La Troba Kung-Fú, une photo d’Hugo Gamelas (en creative commons, via flickr)
A partir des années 1990, une nouvelle scène apparaît à Barcelone. Nommée « musica mestiza », elle mélange la rumba catalane à divers rythmes du monde, au rock, à l’électronique, au hip hop ou au dub.

A partir des années 1990, et surtout dans les premières années du nouveau millénaire, l’Espagne a attiré de nombreux migrants venant d’Amérique Latine, d’Afrique du Nord et d’Europe de l’Est. Une partie d’entre eux s’est installée à Barcelone et s’est mélangée à la population locale. Parmi eux, des musiciens, essentiellement latinos, ont contribué à l’émergence d’une scène artistique qui a été désignée sous le terme de mestiza. Ce mouvement est fort large et connaît de multiples influences, notamment celle de la rumba catalane qui a subi par la même occasion une nouvelle mutation. L’impulsion des labels K Industria et Satélite K est primordiale : ils sortent des disques de musique très actuelle et rééditent des morceaux anciens sur des compilations. Parallèlement en France, Mano Negra et son fondateur Manu Chao – un grand admirateur de Peret – s’intéressent à ces musiques, et popularisent les sonorités locales infusées de rythmes du monde. A l’époque du succès international de son album Clandestino, le musicien s’était d’ailleurs installé dans la ville, permettant au mouvement de prendre un essor encore plus important.


Cette fusion des musiques a commencé dans les années 1990. Certains groupes comme Ai, Ai, Ai ou Sabor de Gràcia perpétuent l’héritage de Gato Pérez, tandis que d’autres, comme Estopa ou La Cabra Mecánica repoussent les limites du genre en intégrant des influences du reggae et du rock latino, mais aussi de la cumbia, du hip hop et du punk rock, de la musique électronique, créant la rumba fusion. Dusminguet est un des premiers groupes importants, fondé en 1995 par le chanteur et accordéoniste Joan Garriga et par le tromboniste Xavier Boixader. Ils nomment leur musique « patxanga », en allusion aux orchestres de village qui interprètent un pot-pourri de chansons lors des fêtes populaires. Leur souhait est de s’éloigner de l’influence musicale anglo-saxonne et de se focaliser sur la culture espagnole et latino-américaine. Ils sortent trois albums durant les années 1990 et tournent sur les scènes du monde, avant de se séparer. Joan Garriga fonde un nouveau groupe en 2008, La Troba Kung-Fú, qui prend le relais de Dusminguet, et qui propose une rumba catalane infusée de styles très divers, de la cumbia au dub.
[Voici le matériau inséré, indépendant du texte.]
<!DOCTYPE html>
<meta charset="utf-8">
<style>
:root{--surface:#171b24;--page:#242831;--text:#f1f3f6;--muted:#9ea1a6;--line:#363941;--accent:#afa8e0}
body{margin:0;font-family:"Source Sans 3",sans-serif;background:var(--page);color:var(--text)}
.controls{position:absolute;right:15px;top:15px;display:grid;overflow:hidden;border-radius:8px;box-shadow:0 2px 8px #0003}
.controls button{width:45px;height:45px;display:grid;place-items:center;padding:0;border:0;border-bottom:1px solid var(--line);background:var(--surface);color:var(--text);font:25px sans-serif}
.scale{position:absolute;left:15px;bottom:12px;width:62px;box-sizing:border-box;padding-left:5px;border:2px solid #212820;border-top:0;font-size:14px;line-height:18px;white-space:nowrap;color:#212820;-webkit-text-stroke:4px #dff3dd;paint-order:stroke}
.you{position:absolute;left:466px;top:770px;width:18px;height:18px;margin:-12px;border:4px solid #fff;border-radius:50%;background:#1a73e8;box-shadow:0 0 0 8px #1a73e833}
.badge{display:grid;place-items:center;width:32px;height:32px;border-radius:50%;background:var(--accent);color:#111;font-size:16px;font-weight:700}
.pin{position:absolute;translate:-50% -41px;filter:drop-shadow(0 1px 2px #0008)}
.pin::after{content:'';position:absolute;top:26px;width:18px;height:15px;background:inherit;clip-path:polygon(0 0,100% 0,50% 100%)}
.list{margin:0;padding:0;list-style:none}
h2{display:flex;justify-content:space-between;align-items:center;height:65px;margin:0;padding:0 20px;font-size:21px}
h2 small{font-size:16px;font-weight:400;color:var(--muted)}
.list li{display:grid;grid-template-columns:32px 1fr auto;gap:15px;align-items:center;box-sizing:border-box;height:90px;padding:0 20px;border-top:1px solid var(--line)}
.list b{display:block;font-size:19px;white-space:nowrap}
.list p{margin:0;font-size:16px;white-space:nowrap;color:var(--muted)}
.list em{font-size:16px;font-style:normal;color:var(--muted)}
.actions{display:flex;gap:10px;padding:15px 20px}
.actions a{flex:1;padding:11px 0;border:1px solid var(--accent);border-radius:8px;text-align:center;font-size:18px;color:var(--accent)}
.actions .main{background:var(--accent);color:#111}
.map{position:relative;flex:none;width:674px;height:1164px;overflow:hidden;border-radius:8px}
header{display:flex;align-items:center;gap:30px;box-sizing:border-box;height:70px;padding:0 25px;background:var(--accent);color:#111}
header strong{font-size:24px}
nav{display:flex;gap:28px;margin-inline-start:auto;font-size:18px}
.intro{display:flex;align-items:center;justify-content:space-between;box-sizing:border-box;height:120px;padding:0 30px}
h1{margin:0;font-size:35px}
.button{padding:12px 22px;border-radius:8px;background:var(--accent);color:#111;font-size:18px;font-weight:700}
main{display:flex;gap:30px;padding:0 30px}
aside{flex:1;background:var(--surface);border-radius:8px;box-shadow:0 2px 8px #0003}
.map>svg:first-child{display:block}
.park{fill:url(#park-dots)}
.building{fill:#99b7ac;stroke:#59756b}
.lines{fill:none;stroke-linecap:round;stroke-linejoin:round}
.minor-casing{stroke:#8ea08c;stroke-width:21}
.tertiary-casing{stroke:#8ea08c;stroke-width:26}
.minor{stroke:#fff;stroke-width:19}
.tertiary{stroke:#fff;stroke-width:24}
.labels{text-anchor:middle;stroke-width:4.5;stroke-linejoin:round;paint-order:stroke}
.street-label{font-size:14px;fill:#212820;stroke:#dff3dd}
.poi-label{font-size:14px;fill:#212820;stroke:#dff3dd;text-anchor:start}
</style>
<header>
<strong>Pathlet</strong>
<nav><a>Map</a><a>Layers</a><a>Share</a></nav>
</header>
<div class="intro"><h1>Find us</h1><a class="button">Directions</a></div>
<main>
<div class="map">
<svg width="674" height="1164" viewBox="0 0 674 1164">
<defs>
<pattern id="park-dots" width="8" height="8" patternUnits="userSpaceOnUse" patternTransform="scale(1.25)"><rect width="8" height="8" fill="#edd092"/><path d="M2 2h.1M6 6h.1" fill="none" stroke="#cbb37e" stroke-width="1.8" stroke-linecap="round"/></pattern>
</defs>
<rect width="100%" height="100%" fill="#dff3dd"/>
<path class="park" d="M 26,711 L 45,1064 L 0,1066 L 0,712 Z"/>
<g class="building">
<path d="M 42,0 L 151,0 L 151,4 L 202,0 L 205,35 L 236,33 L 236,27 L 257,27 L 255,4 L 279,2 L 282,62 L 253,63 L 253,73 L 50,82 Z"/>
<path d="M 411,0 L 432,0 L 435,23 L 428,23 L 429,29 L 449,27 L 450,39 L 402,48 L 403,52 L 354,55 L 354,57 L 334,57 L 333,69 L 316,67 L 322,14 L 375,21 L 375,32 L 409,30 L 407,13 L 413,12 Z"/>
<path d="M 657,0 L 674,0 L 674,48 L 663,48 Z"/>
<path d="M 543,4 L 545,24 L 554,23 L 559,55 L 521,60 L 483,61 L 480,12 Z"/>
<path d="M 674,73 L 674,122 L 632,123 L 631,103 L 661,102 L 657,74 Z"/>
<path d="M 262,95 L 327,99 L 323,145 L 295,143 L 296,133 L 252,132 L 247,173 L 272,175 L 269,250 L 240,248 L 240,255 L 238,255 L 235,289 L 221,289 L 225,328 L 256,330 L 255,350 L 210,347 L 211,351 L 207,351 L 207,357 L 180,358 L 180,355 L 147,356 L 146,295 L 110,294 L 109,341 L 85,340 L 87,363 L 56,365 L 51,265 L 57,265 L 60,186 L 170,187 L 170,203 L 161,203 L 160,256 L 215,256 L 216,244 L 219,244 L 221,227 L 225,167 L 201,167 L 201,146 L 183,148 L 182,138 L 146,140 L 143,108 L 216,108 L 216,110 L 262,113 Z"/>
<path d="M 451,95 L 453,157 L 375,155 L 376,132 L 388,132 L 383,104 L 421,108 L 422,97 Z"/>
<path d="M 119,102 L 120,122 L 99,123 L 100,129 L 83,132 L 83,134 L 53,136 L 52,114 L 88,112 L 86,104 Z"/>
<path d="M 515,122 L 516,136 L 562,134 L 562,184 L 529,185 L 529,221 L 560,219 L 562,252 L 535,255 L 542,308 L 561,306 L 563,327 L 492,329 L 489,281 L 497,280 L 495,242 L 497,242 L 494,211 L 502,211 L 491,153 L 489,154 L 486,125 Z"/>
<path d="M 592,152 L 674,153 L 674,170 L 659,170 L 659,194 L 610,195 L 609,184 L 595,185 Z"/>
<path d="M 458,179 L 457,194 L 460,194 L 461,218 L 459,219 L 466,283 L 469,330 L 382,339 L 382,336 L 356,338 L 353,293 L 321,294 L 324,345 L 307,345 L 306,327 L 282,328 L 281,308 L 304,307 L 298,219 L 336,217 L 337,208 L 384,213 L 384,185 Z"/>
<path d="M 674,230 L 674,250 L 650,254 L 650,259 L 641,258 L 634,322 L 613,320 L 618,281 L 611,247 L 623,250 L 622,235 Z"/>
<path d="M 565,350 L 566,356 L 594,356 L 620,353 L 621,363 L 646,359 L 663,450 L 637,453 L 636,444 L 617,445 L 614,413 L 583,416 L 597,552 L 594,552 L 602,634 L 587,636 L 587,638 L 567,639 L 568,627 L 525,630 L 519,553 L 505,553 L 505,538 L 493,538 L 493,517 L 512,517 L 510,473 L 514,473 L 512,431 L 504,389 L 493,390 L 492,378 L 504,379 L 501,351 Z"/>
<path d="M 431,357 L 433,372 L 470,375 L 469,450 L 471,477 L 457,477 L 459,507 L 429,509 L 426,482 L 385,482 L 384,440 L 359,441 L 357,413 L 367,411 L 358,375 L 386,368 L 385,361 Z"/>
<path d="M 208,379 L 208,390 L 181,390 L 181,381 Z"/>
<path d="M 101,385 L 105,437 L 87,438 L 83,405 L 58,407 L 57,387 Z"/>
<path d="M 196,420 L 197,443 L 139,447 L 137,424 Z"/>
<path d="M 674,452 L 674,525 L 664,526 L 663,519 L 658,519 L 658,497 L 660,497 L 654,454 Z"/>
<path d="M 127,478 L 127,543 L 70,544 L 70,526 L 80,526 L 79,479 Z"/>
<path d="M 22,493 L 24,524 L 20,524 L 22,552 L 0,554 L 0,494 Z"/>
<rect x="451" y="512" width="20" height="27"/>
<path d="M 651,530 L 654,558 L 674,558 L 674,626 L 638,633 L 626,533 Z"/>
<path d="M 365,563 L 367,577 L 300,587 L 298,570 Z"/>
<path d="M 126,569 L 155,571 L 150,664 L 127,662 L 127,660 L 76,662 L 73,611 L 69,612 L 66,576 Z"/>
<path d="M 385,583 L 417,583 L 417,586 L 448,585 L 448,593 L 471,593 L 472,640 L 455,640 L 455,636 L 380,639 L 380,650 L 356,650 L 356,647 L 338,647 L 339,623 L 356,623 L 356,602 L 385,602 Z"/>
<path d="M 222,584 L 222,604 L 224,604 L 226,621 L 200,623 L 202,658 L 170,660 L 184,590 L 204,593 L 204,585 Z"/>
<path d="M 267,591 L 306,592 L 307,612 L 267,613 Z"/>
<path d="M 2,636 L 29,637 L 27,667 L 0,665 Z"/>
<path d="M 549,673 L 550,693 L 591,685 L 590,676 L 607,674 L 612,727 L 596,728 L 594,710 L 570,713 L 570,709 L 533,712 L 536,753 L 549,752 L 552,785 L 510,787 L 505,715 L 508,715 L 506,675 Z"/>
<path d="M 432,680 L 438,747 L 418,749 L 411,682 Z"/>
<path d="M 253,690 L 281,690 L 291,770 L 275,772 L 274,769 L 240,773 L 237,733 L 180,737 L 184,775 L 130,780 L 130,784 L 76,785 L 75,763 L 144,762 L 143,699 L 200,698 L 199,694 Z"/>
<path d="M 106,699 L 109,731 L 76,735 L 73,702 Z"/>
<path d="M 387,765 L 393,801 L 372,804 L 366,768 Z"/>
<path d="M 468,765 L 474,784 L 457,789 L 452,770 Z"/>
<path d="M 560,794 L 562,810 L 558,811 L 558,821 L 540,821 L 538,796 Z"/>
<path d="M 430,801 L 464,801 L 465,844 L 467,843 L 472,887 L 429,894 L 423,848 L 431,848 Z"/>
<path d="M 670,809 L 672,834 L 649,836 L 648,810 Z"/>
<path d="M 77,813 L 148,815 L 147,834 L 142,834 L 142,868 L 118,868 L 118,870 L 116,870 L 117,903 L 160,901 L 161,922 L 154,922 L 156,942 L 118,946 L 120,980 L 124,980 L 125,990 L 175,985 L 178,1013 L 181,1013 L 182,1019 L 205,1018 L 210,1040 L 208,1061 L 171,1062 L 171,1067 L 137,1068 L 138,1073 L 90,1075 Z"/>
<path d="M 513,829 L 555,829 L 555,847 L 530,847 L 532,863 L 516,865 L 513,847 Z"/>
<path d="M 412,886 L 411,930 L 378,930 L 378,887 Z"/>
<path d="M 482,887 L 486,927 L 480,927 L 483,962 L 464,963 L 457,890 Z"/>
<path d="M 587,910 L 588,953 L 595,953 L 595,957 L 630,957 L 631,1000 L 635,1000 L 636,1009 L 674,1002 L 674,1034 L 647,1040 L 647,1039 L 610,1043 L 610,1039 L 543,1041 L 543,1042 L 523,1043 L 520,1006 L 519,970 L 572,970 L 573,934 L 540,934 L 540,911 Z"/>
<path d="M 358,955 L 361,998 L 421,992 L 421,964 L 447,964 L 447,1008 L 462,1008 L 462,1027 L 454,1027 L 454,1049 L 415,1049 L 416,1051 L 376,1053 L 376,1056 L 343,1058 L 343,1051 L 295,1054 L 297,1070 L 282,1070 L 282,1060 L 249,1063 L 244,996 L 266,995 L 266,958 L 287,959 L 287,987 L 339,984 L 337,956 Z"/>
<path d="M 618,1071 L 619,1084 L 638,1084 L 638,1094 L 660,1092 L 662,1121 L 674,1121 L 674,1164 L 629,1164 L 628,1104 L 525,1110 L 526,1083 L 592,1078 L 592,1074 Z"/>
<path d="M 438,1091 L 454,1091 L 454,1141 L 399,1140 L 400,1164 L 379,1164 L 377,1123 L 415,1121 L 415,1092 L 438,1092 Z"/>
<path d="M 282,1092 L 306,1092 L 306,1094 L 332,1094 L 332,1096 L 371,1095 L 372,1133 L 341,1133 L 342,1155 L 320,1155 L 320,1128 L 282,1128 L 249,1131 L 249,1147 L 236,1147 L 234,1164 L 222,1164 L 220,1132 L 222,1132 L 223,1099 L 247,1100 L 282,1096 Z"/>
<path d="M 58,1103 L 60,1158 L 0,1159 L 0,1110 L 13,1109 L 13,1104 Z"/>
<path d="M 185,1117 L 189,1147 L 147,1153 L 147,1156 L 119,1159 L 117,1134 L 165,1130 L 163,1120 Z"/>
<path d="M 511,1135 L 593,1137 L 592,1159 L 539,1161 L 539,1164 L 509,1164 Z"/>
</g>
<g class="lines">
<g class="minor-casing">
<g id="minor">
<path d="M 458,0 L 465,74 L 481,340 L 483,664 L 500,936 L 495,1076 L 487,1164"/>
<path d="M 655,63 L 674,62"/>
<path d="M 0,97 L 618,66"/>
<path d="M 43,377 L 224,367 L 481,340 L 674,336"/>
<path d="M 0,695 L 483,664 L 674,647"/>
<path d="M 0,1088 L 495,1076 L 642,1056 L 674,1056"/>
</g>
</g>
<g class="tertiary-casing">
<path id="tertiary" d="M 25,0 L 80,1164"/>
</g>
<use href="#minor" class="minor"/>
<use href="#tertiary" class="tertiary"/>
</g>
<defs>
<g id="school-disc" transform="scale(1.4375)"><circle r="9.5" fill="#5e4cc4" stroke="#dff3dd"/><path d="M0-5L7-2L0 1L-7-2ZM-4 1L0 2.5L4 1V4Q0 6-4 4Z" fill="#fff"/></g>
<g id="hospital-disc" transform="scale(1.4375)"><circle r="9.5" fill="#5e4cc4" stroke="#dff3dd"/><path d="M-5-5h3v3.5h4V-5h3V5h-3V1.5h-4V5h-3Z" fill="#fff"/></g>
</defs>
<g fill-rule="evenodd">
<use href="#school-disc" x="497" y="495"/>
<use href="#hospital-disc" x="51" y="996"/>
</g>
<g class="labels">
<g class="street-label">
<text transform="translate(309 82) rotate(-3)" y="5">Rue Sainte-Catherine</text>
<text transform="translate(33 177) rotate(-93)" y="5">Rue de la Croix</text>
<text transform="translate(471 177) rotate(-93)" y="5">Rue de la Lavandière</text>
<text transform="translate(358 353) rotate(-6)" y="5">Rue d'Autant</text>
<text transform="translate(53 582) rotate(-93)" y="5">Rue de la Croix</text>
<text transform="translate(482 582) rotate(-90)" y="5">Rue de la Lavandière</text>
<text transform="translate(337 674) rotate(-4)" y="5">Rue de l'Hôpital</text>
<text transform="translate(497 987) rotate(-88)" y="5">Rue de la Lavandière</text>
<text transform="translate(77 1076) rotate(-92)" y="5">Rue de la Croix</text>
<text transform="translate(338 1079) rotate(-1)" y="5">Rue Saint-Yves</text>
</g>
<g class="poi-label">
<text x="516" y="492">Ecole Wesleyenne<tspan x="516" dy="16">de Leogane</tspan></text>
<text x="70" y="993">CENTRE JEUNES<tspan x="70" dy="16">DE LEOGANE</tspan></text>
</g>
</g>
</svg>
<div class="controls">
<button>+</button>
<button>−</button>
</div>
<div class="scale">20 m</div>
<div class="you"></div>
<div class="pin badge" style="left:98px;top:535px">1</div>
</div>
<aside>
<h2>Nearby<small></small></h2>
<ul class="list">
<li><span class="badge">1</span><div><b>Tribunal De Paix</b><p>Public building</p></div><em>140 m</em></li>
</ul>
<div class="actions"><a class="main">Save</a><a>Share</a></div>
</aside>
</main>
Ojos de Brujo est également une pierre angulaire de ce mouvement. Le groupe a été fondé en 1996 et propose un mélange de flamenco, balkan, rap, hip hop, rock, salsa et reggae, qu’ils nomment eux-mêmes « jipjop flamenkillo » ou du hip hop avec un peu de flamenco. Leur démarche a été critiquée par les puristes du flamenco mais selon le groupe lui-même, elle démontre justement la multiculturalité du style, les tsiganes étant originaires d’Inde et vivant dans diverses régions du monde. Au niveau des rythmes, leur musique est proche de la rumba catalane. Le groupe est extrêmement populaire durant les années 2000 et a sorti une dizaine d’albums.


Cette musica mestiza est liée à d’autres formes artistiques comme le street art ou le design graphique. Il a en grande partie commencé dans les rues, avec des groupes comme Macaco, Che Sudaka, 8001 ou Cheb Balowski qui interprétaient leur musique sur la Plaza Cataluña, les Ramblas ou dans le Barrio Gótico et Raval. Ces lieux étaient alors en pleine mutation sociale, avec de nombreuses évictions qui ont mené à la gentrification de ces parties de la ville. Divers groupes ont dénoncé la politique de transformation urbanistique, défendu les droits des immigrés et lutté contre le racisme dans les paroles de leurs chansons. Le mouvement a connu son apogée entre 2001 et 2005 environ mais il a décliné quand la ville a interdit aux artistes de jouer en rue sans autorisation. Certains groupes se sont séparés et d’autres artistes ont rejoint un mouvement plus mainstream.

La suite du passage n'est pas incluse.